(Data for analysis)
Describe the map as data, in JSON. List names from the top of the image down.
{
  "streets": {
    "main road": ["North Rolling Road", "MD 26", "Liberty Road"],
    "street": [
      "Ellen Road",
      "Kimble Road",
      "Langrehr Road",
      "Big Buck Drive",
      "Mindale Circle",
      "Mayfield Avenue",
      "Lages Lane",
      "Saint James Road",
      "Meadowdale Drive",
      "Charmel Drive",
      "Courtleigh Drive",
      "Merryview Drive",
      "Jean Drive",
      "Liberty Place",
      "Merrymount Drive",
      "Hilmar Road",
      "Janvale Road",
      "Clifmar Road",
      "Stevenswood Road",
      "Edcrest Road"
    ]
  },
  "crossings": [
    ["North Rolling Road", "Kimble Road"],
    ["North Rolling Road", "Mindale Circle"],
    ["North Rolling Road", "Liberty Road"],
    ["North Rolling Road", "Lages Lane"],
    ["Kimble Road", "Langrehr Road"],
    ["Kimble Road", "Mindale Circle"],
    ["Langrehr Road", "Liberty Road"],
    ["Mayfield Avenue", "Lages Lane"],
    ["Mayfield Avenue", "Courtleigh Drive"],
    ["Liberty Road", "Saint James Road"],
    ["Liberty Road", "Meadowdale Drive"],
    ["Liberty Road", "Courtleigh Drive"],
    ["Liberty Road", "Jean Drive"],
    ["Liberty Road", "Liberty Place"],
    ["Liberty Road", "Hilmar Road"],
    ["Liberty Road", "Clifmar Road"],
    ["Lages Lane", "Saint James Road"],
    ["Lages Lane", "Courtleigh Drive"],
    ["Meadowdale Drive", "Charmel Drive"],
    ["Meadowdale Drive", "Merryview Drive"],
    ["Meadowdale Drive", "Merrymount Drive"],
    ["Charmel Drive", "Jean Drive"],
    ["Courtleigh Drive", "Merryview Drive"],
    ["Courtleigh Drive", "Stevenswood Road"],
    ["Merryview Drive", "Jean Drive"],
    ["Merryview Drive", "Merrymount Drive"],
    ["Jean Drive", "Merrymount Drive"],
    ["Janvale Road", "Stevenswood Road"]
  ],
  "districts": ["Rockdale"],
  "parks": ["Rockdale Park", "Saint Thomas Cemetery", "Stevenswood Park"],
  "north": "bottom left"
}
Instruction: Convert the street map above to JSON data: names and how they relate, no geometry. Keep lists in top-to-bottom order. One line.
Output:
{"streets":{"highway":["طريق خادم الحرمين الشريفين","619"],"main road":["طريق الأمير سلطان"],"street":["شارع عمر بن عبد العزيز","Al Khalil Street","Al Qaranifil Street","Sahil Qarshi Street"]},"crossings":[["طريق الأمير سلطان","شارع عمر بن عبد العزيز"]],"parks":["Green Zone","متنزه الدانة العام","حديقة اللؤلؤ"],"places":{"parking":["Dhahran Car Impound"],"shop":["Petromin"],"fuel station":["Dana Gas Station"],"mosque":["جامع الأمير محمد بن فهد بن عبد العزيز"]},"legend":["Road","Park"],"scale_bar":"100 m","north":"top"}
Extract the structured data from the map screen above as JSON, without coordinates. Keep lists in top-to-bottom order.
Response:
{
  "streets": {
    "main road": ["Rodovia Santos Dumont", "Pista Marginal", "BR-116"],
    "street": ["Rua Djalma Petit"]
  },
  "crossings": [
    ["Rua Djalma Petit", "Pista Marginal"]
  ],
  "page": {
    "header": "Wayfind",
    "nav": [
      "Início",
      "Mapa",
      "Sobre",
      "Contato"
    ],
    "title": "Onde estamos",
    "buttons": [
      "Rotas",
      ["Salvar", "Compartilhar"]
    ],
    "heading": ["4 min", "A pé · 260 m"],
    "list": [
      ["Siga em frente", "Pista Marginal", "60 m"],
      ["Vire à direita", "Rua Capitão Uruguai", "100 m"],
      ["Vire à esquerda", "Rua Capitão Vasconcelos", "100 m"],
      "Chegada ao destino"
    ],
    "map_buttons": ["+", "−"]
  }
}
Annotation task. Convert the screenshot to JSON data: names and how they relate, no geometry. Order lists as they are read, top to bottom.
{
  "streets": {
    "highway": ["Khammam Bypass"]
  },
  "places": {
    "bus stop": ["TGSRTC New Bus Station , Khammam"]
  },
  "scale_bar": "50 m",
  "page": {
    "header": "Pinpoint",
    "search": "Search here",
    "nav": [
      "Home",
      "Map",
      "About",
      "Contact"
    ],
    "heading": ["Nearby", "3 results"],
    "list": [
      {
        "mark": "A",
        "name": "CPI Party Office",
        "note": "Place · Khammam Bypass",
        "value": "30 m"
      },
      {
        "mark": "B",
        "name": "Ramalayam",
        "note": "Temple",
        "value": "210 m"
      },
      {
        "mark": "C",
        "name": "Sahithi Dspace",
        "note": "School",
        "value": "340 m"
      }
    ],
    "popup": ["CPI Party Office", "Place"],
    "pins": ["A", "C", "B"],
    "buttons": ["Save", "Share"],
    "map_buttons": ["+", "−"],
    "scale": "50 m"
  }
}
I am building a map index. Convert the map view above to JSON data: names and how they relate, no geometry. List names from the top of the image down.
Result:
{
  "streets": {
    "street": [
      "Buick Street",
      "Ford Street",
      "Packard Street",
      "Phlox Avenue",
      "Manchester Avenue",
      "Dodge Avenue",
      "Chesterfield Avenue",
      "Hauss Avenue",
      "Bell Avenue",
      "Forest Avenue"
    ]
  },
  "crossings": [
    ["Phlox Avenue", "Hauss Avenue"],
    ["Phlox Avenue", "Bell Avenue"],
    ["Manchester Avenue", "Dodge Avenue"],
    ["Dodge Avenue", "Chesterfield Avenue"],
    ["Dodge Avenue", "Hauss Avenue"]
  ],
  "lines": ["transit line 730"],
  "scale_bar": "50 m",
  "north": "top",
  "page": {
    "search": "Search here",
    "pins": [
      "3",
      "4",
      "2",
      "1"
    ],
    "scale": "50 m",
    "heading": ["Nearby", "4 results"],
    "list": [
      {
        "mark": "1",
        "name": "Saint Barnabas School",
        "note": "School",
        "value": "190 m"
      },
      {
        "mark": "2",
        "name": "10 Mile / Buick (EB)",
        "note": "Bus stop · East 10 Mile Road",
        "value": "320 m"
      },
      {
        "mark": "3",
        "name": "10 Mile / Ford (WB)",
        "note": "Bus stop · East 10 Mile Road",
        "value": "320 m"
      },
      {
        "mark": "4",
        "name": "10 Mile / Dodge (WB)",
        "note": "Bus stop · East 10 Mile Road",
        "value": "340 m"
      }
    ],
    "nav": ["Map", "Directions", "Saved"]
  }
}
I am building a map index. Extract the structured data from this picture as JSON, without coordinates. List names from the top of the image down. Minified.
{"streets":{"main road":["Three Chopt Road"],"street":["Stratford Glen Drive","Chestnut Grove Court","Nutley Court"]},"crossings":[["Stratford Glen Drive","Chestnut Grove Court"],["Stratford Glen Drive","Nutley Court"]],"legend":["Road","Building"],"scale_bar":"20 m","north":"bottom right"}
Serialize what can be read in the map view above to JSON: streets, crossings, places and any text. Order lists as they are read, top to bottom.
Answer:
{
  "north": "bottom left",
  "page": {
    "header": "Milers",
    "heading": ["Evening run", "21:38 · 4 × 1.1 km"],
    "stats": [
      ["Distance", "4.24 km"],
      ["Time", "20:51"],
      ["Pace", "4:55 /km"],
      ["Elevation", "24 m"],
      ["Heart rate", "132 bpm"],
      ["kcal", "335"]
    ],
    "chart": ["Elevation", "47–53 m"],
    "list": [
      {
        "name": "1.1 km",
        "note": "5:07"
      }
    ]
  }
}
(End Data for analysis)
- _Work item_:
A faithful copy of the whole listing is needed.

- _Exercise result_:
Describe the map as data, in JSON. List names from the top of the image down.
{
  "streets": {
    "main road": ["North Rolling Road", "MD 26", "Liberty Road"],
    "street": [
      "Ellen Road",
      "Kimble Road",
      "Langrehr Road",
      "Big Buck Drive",
      "Mindale Circle",
      "Mayfield Avenue",
      "Lages Lane",
      "Saint James Road",
      "Meadowdale Drive",
      "Charmel Drive",
      "Courtleigh Drive",
      "Merryview Drive",
      "Jean Drive",
      "Liberty Place",
      "Merrymount Drive",
      "Hilmar Road",
      "Janvale Road",
      "Clifmar Road",
      "Stevenswood Road",
      "Edcrest Road"
    ]
  },
  "crossings": [
    ["North Rolling Road", "Kimble Road"],
    ["North Rolling Road", "Mindale Circle"],
    ["North Rolling Road", "Liberty Road"],
    ["North Rolling Road", "Lages Lane"],
    ["Kimble Road", "Langrehr Road"],
    ["Kimble Road", "Mindale Circle"],
    ["Langrehr Road", "Liberty Road"],
    ["Mayfield Avenue", "Lages Lane"],
    ["Mayfield Avenue", "Courtleigh Drive"],
    ["Liberty Road", "Saint James Road"],
    ["Liberty Road", "Meadowdale Drive"],
    ["Liberty Road", "Courtleigh Drive"],
    ["Liberty Road", "Jean Drive"],
    ["Liberty Road", "Liberty Place"],
    ["Liberty Road", "Hilmar Road"],
    ["Liberty Road", "Clifmar Road"],
    ["Lages Lane", "Saint James Road"],
    ["Lages Lane", "Courtleigh Drive"],
    ["Meadowdale Drive", "Charmel Drive"],
    ["Meadowdale Drive", "Merryview Drive"],
    ["Meadowdale Drive", "Merrymount Drive"],
    ["Charmel Drive", "Jean Drive"],
    ["Courtleigh Drive", "Merryview Drive"],
    ["Courtleigh Drive", "Stevenswood Road"],
    ["Merryview Drive", "Jean Drive"],
    ["Merryview Drive", "Merrymount Drive"],
    ["Jean Drive", "Merrymount Drive"],
    ["Janvale Road", "Stevenswood Road"]
  ],
  "districts": ["Rockdale"],
  "parks": ["Rockdale Park", "Saint Thomas Cemetery", "Stevenswood Park"],
  "north": "bottom left"
}
Instruction: Convert the street map above to JSON data: names and how they relate, no geometry. Keep lists in top-to-bottom order. One line.
Output:
{"streets":{"highway":["طريق خادم الحرمين الشريفين","619"],"main road":["طريق الأمير سلطان"],"street":["شارع عمر بن عبد العزيز","Al Khalil Street","Al Qaranifil Street","Sahil Qarshi Street"]},"crossings":[["طريق الأمير سلطان","شارع عمر بن عبد العزيز"]],"parks":["Green Zone","متنزه الدانة العام","حديقة اللؤلؤ"],"places":{"parking":["Dhahran Car Impound"],"shop":["Petromin"],"fuel station":["Dana Gas Station"],"mosque":["جامع الأمير محمد بن فهد بن عبد العزيز"]},"legend":["Road","Park"],"scale_bar":"100 m","north":"top"}
Extract the structured data from the map screen above as JSON, without coordinates. Keep lists in top-to-bottom order.
Response:
{
  "streets": {
    "main road": ["Rodovia Santos Dumont", "Pista Marginal", "BR-116"],
    "street": ["Rua Djalma Petit"]
  },
  "crossings": [
    ["Rua Djalma Petit", "Pista Marginal"]
  ],
  "page": {
    "header": "Wayfind",
    "nav": [
      "Início",
      "Mapa",
      "Sobre",
      "Contato"
    ],
    "title": "Onde estamos",
    "buttons": [
      "Rotas",
      ["Salvar", "Compartilhar"]
    ],
    "heading": ["4 min", "A pé · 260 m"],
    "list": [
      ["Siga em frente", "Pista Marginal", "60 m"],
      ["Vire à direita", "Rua Capitão Uruguai", "100 m"],
      ["Vire à esquerda", "Rua Capitão Vasconcelos", "100 m"],
      "Chegada ao destino"
    ],
    "map_buttons": ["+", "−"]
  }
}
Annotation task. Convert the screenshot to JSON data: names and how they relate, no geometry. Order lists as they are read, top to bottom.
{
  "streets": {
    "highway": ["Khammam Bypass"]
  },
  "places": {
    "bus stop": ["TGSRTC New Bus Station , Khammam"]
  },
  "scale_bar": "50 m",
  "page": {
    "header": "Pinpoint",
    "search": "Search here",
    "nav": [
      "Home",
      "Map",
      "About",
      "Contact"
    ],
    "heading": ["Nearby", "3 results"],
    "list": [
      {
        "mark": "A",
        "name": "CPI Party Office",
        "note": "Place · Khammam Bypass",
        "value": "30 m"
      },
      {
        "mark": "B",
        "name": "Ramalayam",
        "note": "Temple",
        "value": "210 m"
      },
      {
        "mark": "C",
        "name": "Sahithi Dspace",
        "note": "School",
        "value": "340 m"
      }
    ],
    "popup": ["CPI Party Office", "Place"],
    "pins": ["A", "C", "B"],
    "buttons": ["Save", "Share"],
    "map_buttons": ["+", "−"],
    "scale": "50 m"
  }
}
I am building a map index. Convert the map view above to JSON data: names and how they relate, no geometry. List names from the top of the image down.
Result:
{
  "streets": {
    "street": [
      "Buick Street",
      "Ford Street",
      "Packard Street",
      "Phlox Avenue",
      "Manchester Avenue",
      "Dodge Avenue",
      "Chesterfield Avenue",
      "Hauss Avenue",
      "Bell Avenue",
      "Forest Avenue"
    ]
  },
  "crossings": [
    ["Phlox Avenue", "Hauss Avenue"],
    ["Phlox Avenue", "Bell Avenue"],
    ["Manchester Avenue", "Dodge Avenue"],
    ["Dodge Avenue", "Chesterfield Avenue"],
    ["Dodge Avenue", "Hauss Avenue"]
  ],
  "lines": ["transit line 730"],
  "scale_bar": "50 m",
  "north": "top",
  "page": {
    "search": "Search here",
    "pins": [
      "3",
      "4",
      "2",
      "1"
    ],
    "scale": "50 m",
    "heading": ["Nearby", "4 results"],
    "list": [
      {
        "mark": "1",
        "name": "Saint Barnabas School",
        "note": "School",
        "value": "190 m"
      },
      {
        "mark": "2",
        "name": "10 Mile / Buick (EB)",
        "note": "Bus stop · East 10 Mile Road",
        "value": "320 m"
      },
      {
        "mark": "3",
        "name": "10 Mile / Ford (WB)",
        "note": "Bus stop · East 10 Mile Road",
        "value": "320 m"
      },
      {
        "mark": "4",
        "name": "10 Mile / Dodge (WB)",
        "note": "Bus stop · East 10 Mile Road",
        "value": "340 m"
      }
    ],
    "nav": ["Map", "Directions", "Saved"]
  }
}
I am building a map index. Extract the structured data from this picture as JSON, without coordinates. List names from the top of the image down. Minified.
{"streets":{"main road":["Three Chopt Road"],"street":["Stratford Glen Drive","Chestnut Grove Court","Nutley Court"]},"crossings":[["Stratford Glen Drive","Chestnut Grove Court"],["Stratford Glen Drive","Nutley Court"]],"legend":["Road","Building"],"scale_bar":"20 m","north":"bottom right"}
Serialize what can be read in the map view above to JSON: streets, crossings, places and any text. Order lists as they are read, top to bottom.
Answer:
{
  "north": "bottom left",
  "page": {
    "header": "Milers",
    "heading": ["Evening run", "21:38 · 4 × 1.1 km"],
    "stats": [
      ["Distance", "4.24 km"],
      ["Time", "20:51"],
      ["Pace", "4:55 /km"],
      ["Elevation", "24 m"],
      ["Heart rate", "132 bpm"],
      ["kcal", "335"]
    ],
    "chart": ["Elevation", "47–53 m"],
    "list": [
      {
        "name": "1.1 km",
        "note": "5:07"
      }
    ]
  }
}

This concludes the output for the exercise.